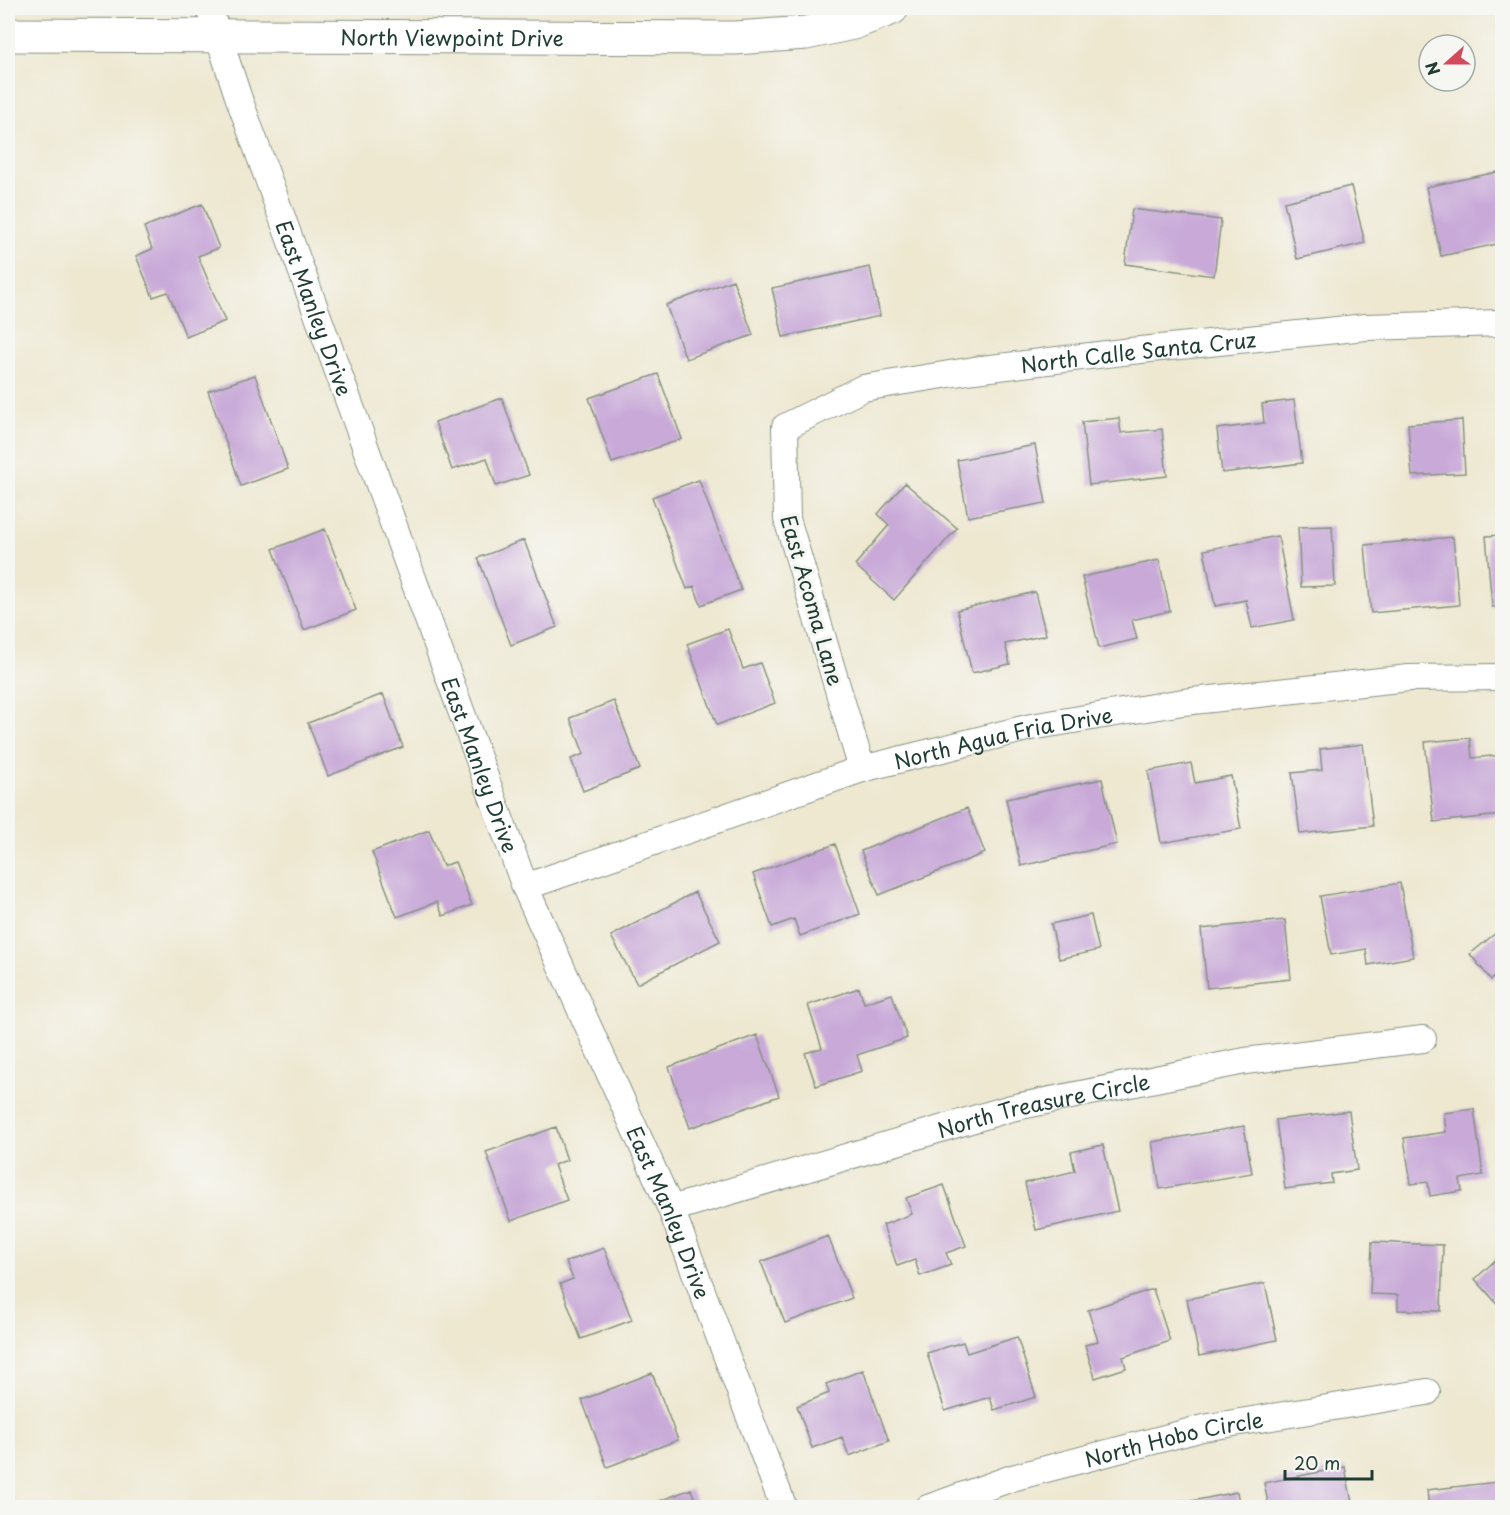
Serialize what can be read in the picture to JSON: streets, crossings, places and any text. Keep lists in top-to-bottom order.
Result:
{
  "streets": {
    "main road": ["North Viewpoint Drive"],
    "street": [
      "East Manley Drive",
      "North Calle Santa Cruz",
      "East Acoma Lane",
      "North Agua Fria Drive",
      "North Treasure Circle",
      "North Hobo Circle"
    ]
  },
  "crossings": [
    ["North Viewpoint Drive", "East Manley Drive"],
    ["East Manley Drive", "North Agua Fria Drive"],
    ["East Manley Drive", "North Treasure Circle"],
    ["North Calle Santa Cruz", "East Acoma Lane"],
    ["East Acoma Lane", "North Agua Fria Drive"]
  ],
  "scale_bar": "20 m",
  "north": "left"
}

PROBLEM STATEMENT: Transcribe the whole listing exactly but exclude images.

ANSWER SECTION:
Serialize what can be read in the picture to JSON: streets, crossings, places and any text. Keep lists in top-to-bottom order.
Result:
{
  "streets": {
    "main road": ["North Viewpoint Drive"],
    "street": [
      "East Manley Drive",
      "North Calle Santa Cruz",
      "East Acoma Lane",
      "North Agua Fria Drive",
      "North Treasure Circle",
      "North Hobo Circle"
    ]
  },
  "crossings": [
    ["North Viewpoint Drive", "East Manley Drive"],
    ["East Manley Drive", "North Agua Fria Drive"],
    ["East Manley Drive", "North Treasure Circle"],
    ["North Calle Santa Cruz", "East Acoma Lane"],
    ["East Acoma Lane", "North Agua Fria Drive"]
  ],
  "scale_bar": "20 m",
  "north": "left"
}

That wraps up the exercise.